JAKARTA (Reuters) – Indonesia will produce drugmaker Merck & Co’s vaccines for human papillomavirus (HPV), the chief of its state-owned pharmaceutical company Bio Farma said on Tuesday, in a bid to combat HPV-linked cervical cancer in the country.
Cervical cancer is the fourth-most common cancer among women globally, with an estimated 604,000 new cases and 342,000 deaths in 2020, according to the World Health Organization (WHO).
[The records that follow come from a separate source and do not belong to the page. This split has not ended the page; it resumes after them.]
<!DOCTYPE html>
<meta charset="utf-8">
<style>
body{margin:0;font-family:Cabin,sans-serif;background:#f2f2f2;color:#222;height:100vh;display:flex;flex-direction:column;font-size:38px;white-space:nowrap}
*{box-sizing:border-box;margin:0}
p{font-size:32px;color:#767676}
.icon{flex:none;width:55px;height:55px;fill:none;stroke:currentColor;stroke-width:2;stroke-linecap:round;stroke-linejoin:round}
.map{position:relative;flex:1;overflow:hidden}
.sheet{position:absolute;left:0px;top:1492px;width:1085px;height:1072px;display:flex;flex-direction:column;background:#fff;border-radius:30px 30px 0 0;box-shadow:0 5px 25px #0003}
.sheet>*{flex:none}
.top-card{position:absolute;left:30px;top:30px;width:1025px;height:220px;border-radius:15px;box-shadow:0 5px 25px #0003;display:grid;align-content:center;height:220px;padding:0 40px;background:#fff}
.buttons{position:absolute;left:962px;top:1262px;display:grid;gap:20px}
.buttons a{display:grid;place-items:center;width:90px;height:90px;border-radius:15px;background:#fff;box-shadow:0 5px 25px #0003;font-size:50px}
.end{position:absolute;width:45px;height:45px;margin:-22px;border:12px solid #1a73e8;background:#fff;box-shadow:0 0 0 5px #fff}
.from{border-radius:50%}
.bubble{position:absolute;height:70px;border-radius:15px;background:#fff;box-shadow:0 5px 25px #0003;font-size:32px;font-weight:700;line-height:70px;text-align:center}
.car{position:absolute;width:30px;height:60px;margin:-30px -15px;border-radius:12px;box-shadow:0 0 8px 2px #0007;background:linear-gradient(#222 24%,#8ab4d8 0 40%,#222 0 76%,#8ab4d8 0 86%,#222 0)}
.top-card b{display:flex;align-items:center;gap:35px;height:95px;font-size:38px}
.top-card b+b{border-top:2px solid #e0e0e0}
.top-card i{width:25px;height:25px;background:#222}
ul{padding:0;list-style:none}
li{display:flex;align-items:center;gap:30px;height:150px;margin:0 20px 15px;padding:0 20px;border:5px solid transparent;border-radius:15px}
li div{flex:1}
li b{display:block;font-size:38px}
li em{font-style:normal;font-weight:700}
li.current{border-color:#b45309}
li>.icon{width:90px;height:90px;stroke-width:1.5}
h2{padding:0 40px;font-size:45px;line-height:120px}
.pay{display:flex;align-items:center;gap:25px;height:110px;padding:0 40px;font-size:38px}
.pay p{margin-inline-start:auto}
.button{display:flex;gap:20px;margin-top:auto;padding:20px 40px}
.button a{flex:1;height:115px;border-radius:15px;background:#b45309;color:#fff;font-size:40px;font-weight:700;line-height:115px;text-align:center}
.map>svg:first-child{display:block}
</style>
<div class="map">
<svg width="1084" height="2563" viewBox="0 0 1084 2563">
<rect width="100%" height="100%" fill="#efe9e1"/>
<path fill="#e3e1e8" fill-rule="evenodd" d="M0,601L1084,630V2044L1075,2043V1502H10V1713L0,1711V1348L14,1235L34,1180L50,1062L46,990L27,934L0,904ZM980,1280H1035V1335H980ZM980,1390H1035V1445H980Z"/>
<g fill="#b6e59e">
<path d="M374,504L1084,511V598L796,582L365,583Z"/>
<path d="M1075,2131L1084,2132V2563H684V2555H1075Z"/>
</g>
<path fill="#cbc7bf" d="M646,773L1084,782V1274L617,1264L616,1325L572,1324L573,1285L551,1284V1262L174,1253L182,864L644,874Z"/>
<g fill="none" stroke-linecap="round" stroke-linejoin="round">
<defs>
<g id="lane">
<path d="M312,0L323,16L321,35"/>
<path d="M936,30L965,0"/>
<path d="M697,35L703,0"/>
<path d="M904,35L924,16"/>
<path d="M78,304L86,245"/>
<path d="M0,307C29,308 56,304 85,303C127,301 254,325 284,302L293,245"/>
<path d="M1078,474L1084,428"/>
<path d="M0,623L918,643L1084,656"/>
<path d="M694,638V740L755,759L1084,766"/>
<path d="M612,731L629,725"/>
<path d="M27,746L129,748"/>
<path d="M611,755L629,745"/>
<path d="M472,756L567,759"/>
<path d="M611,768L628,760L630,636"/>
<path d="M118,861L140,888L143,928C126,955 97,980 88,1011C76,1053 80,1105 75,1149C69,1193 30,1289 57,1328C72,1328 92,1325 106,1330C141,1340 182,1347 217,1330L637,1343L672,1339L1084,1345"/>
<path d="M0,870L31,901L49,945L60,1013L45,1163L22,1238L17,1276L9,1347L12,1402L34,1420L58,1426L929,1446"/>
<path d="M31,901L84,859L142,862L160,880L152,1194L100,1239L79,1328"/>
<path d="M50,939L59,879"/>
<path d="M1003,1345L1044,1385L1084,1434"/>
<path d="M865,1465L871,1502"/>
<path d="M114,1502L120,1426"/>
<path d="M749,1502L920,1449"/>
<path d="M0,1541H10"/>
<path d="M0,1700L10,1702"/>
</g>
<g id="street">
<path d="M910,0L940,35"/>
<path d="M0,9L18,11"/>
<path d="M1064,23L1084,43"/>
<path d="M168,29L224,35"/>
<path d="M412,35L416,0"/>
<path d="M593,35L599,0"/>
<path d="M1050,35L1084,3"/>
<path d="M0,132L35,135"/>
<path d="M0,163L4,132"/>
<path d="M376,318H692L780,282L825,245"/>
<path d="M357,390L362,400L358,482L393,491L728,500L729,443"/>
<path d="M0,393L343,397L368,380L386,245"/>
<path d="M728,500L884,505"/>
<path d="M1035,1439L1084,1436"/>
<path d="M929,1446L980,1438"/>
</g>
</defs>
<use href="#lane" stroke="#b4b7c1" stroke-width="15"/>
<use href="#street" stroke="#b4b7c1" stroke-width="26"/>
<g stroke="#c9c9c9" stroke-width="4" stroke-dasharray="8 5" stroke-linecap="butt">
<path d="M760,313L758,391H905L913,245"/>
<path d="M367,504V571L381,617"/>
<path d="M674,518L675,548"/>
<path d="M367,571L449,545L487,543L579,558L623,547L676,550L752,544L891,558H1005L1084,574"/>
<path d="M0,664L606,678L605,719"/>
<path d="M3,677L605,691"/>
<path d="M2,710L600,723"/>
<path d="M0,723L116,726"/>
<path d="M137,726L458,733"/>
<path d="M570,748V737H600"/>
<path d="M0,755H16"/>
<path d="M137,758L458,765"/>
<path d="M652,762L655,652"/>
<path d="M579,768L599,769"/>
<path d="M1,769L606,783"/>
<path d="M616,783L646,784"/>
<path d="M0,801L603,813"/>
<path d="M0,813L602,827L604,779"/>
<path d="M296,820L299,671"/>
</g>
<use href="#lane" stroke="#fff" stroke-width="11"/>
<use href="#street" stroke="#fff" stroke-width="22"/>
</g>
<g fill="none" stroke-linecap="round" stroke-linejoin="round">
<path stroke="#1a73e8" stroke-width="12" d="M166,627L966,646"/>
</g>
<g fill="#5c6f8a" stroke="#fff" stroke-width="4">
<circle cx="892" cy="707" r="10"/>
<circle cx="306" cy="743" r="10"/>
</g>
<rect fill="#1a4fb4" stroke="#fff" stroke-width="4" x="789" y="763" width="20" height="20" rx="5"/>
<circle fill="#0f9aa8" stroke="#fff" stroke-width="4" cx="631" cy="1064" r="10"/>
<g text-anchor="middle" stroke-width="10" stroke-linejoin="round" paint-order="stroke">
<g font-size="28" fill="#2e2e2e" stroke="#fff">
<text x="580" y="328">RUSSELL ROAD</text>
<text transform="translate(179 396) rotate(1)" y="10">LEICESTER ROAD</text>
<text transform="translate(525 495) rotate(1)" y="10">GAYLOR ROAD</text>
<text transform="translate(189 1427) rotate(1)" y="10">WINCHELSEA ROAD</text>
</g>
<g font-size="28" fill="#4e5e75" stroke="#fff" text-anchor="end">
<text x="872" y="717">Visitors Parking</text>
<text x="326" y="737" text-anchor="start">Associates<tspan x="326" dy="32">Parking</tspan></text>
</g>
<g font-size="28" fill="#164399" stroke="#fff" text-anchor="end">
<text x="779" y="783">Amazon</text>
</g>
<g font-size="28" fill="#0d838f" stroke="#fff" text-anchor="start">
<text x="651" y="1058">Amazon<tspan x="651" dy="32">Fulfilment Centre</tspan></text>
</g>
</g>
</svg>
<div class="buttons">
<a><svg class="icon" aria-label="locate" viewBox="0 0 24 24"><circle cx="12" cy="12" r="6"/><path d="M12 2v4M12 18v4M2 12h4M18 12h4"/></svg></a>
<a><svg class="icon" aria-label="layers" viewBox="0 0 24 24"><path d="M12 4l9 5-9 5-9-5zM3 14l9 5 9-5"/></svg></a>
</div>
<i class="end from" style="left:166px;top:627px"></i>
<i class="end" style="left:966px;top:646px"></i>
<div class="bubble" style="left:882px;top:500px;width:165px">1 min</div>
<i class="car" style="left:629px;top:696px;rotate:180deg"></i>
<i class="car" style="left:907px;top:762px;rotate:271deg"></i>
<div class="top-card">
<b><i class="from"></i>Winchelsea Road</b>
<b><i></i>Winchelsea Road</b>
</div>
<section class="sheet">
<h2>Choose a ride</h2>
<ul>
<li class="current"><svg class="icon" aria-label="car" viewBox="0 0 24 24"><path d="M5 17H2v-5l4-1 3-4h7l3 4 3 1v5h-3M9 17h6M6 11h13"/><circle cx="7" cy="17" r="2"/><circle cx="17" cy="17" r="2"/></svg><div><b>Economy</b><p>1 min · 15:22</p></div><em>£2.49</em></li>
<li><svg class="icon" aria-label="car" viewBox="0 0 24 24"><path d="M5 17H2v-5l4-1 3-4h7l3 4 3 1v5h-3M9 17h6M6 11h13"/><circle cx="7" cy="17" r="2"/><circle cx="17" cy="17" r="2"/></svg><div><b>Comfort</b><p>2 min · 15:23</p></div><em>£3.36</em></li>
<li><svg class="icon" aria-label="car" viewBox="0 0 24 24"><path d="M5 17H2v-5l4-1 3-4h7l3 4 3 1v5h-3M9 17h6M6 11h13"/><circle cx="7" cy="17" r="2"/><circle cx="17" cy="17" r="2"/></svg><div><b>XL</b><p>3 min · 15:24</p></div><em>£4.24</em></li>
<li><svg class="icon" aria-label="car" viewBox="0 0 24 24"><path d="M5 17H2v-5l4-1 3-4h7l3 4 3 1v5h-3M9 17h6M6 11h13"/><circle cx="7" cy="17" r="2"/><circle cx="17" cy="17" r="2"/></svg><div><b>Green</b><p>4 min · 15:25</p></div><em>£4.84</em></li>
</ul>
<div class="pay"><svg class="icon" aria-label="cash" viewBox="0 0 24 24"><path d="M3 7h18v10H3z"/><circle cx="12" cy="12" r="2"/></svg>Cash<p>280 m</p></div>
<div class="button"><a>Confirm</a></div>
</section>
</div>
About 90% of new cases and deaths worldwide occurred in low- and middle-income countries that year.
In Indonesia, the disease killed more than 36,000 people in 2021, the health ministry said, adding that the Bio Farma-Merck deal was meant to stem the number of cervical cancer cases in the country.
Honesti Basyir, chief of Bio Farma, said in a statement the company on Tuesday signed a technology transfer deal with Merck & Co, one of the world’s main makers of HPV vaccines, to help produce the Merck shots in the country.
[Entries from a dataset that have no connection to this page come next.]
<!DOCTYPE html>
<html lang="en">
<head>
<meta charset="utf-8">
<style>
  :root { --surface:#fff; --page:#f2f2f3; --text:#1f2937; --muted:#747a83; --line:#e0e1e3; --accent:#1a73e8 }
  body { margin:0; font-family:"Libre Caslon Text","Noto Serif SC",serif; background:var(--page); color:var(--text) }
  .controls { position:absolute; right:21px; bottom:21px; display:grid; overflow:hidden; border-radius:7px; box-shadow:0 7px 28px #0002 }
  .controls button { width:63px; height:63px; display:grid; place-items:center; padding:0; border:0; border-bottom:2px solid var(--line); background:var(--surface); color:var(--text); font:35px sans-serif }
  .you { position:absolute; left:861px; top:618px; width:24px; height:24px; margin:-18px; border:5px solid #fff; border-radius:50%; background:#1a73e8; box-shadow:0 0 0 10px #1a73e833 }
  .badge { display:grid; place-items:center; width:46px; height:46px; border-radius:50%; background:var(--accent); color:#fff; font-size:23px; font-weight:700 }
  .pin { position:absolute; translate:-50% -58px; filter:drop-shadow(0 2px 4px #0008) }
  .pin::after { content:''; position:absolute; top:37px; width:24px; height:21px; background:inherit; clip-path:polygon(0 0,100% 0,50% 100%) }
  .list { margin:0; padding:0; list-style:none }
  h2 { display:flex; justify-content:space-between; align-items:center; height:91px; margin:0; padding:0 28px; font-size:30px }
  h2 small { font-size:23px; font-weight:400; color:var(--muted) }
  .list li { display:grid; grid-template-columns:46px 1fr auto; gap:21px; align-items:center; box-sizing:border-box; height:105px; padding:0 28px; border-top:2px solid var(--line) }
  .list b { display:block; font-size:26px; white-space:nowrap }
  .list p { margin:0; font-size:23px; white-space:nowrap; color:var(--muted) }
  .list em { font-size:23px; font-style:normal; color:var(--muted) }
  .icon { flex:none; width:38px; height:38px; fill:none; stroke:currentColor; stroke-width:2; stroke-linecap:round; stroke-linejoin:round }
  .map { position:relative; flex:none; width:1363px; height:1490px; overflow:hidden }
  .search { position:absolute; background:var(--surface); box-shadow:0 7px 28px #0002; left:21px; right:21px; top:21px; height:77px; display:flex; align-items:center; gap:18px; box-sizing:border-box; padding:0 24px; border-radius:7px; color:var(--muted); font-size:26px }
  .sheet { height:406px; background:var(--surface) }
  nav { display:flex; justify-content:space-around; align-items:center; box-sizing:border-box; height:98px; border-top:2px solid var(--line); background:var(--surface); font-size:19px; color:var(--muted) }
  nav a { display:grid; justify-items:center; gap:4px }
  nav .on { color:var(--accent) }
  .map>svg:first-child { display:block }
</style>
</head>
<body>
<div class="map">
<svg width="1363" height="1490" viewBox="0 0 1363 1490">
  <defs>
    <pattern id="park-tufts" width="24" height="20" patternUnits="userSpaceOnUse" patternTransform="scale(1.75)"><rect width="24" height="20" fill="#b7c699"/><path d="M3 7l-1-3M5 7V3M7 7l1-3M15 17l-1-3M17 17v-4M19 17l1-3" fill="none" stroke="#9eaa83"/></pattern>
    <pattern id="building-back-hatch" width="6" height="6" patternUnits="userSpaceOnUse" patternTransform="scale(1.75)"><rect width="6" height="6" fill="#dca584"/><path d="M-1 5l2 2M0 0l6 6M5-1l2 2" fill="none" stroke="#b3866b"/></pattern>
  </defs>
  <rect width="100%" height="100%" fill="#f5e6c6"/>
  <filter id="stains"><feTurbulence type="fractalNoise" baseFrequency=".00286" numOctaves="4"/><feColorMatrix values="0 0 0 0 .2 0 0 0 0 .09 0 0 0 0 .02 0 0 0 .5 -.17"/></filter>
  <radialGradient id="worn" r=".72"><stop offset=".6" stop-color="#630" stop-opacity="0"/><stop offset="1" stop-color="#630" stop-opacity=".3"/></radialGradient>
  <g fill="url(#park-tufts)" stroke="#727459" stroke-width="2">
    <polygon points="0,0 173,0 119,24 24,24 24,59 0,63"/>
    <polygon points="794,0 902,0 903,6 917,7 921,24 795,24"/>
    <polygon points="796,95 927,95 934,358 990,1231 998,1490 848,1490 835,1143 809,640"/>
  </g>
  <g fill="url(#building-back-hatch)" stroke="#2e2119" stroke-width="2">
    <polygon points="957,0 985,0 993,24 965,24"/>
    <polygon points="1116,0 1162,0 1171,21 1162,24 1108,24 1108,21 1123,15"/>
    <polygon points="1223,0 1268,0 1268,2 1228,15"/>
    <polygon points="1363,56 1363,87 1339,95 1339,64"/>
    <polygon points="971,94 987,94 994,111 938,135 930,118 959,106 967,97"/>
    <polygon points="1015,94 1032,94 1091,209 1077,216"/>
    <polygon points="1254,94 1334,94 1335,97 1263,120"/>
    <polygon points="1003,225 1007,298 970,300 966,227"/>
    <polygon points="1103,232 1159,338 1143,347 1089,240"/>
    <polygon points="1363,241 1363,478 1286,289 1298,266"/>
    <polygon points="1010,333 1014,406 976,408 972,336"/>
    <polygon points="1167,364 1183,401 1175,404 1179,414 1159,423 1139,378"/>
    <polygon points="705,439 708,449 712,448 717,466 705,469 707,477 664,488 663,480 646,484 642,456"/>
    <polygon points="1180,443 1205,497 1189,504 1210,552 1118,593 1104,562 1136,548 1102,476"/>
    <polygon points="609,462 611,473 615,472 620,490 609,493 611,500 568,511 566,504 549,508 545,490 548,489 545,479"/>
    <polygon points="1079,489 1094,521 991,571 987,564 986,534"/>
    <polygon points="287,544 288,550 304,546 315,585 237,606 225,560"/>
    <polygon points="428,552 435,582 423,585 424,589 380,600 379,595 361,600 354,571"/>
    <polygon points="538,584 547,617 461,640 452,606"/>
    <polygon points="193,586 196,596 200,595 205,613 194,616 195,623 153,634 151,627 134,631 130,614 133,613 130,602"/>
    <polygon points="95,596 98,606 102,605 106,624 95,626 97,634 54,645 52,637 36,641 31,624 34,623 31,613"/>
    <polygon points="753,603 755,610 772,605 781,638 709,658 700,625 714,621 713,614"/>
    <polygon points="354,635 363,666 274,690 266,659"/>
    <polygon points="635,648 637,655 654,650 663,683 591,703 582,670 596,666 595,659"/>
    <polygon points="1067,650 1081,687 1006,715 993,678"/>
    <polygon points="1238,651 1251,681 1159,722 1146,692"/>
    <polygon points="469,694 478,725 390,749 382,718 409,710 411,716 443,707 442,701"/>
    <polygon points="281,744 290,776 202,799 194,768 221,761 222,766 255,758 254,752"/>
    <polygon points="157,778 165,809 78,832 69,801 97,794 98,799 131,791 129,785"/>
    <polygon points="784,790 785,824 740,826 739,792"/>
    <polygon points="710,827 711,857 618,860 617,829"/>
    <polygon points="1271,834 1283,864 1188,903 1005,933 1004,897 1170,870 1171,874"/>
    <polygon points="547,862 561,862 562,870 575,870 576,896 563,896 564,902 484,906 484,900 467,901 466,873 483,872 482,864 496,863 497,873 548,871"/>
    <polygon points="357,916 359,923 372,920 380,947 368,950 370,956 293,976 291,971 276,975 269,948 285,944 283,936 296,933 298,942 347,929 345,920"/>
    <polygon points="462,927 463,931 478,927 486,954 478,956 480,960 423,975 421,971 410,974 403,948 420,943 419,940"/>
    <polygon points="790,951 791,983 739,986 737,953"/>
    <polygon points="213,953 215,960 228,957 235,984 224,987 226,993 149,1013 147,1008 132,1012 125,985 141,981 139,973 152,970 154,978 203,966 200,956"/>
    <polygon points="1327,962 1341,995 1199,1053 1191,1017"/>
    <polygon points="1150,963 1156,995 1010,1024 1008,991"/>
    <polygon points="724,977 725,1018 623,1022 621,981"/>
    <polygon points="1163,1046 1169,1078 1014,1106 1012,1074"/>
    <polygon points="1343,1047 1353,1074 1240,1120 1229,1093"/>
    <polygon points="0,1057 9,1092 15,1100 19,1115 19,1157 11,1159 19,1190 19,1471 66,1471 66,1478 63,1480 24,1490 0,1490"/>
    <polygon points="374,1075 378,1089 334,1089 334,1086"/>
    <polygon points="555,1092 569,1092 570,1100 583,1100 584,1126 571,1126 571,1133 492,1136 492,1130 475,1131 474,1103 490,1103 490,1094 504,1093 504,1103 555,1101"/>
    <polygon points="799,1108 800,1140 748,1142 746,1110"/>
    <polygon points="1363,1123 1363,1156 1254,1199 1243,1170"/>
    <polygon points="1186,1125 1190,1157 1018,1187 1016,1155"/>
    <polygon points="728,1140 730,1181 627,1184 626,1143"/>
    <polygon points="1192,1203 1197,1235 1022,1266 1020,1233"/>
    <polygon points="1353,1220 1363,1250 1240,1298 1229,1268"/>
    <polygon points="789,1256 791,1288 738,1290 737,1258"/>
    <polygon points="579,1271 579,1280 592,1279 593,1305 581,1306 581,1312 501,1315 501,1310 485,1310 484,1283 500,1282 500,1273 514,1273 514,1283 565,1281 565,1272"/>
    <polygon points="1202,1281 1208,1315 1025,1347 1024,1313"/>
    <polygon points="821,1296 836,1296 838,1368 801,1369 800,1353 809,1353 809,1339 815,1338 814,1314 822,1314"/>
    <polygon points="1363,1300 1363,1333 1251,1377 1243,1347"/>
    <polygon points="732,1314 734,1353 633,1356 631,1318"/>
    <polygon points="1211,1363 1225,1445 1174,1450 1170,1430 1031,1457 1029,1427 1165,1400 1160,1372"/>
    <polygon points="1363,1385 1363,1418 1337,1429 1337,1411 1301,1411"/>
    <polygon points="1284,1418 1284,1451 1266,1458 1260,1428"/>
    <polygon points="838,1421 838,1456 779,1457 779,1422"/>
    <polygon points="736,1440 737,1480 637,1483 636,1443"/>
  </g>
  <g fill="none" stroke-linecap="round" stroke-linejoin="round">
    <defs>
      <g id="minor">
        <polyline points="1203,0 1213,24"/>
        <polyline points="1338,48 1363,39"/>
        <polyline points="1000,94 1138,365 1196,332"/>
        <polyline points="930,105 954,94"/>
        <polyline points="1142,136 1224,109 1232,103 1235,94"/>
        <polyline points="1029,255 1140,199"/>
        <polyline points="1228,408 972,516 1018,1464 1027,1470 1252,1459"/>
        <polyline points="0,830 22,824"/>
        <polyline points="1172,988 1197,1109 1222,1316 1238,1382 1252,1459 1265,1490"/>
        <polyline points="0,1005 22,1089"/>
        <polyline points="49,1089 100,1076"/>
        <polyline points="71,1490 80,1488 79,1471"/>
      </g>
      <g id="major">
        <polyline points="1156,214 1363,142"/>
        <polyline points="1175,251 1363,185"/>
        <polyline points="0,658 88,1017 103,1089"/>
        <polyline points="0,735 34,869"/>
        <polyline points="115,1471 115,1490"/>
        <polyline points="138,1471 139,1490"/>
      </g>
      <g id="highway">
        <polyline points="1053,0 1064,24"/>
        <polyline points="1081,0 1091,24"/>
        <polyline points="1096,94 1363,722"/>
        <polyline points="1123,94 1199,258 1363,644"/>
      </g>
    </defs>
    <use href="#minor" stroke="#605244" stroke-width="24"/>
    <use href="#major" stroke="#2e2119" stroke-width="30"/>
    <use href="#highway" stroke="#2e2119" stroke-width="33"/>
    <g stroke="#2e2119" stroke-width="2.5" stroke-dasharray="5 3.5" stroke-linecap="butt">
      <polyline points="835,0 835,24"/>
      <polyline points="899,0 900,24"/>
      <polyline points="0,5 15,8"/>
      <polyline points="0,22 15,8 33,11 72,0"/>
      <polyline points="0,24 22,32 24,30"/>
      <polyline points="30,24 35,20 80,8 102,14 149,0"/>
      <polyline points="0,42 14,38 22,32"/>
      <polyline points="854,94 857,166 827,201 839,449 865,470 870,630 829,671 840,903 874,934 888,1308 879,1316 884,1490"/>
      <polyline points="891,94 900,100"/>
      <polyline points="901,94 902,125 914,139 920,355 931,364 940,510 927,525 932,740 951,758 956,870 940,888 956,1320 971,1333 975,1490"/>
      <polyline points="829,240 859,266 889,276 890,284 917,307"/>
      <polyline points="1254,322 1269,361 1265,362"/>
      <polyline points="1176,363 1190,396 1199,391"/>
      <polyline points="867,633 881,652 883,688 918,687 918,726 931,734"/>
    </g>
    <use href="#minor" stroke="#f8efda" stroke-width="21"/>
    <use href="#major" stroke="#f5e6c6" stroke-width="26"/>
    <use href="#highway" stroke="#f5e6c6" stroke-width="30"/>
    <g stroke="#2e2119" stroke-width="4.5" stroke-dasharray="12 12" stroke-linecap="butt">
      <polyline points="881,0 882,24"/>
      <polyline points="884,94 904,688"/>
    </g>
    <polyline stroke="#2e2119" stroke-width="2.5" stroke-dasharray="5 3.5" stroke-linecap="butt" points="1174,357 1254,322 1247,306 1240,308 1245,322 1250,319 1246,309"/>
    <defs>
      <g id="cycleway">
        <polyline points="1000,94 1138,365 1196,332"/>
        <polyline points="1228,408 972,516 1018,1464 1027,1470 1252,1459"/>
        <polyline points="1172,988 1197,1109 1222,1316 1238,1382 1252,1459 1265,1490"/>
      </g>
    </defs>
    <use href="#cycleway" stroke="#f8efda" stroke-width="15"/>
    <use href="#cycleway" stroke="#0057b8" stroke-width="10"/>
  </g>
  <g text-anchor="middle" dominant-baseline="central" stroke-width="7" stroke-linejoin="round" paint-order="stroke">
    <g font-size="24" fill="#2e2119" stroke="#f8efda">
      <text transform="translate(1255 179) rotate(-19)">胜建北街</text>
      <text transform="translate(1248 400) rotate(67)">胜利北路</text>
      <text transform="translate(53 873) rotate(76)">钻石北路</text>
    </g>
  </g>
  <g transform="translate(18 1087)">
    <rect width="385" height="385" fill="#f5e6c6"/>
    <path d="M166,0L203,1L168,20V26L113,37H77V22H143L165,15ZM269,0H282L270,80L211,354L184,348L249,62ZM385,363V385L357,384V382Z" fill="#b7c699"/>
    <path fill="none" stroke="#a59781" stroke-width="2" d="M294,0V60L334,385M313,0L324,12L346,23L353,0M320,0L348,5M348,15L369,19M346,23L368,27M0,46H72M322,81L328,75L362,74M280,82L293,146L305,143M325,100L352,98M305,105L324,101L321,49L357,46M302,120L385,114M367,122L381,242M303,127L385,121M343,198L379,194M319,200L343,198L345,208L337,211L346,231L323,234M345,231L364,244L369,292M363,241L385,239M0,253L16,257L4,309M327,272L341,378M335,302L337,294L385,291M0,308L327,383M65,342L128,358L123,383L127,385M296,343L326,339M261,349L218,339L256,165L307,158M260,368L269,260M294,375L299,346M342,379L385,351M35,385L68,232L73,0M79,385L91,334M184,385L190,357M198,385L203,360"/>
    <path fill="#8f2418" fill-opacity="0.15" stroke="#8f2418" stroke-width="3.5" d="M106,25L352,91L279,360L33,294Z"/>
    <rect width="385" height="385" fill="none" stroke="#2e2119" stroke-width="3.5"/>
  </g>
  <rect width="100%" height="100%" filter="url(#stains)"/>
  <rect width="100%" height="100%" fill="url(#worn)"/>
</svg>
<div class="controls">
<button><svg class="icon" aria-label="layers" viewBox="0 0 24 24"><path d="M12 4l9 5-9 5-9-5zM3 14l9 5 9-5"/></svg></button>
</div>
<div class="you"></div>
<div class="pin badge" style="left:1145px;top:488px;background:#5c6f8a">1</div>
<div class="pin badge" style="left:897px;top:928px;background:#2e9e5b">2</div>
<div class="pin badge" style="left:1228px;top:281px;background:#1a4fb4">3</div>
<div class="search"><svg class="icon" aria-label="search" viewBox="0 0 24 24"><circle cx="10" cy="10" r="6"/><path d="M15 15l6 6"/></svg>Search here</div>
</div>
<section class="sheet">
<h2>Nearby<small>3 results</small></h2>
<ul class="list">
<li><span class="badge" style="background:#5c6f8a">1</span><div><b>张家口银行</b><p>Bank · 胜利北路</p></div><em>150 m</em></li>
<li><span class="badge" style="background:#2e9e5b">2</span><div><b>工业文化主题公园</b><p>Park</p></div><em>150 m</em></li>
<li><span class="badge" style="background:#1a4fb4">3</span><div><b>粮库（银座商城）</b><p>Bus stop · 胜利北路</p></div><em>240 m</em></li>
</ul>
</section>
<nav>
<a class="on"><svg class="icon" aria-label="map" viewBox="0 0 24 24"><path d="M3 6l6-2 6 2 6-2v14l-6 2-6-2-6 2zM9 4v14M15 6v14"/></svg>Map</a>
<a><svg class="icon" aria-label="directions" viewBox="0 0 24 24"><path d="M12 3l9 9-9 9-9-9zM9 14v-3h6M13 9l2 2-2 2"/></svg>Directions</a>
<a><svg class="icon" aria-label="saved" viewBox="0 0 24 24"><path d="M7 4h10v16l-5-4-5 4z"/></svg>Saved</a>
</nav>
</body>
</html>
Indonesian authorities aim to give the shots to 1.4 million girls next year, the company said, adding it aimed to produce 2.8 million doses given the two-shot regime recommended to inoculate against HPV-linked cervical cancer.
Bio Farma did not immediately respond to a request for comment on the timeline of the production.
At the moment, two- or three-dose regimens are recommended, but the WHO’s Strategic Advisory Group of Experts on Immunization said evidence showed that one dose was as effective.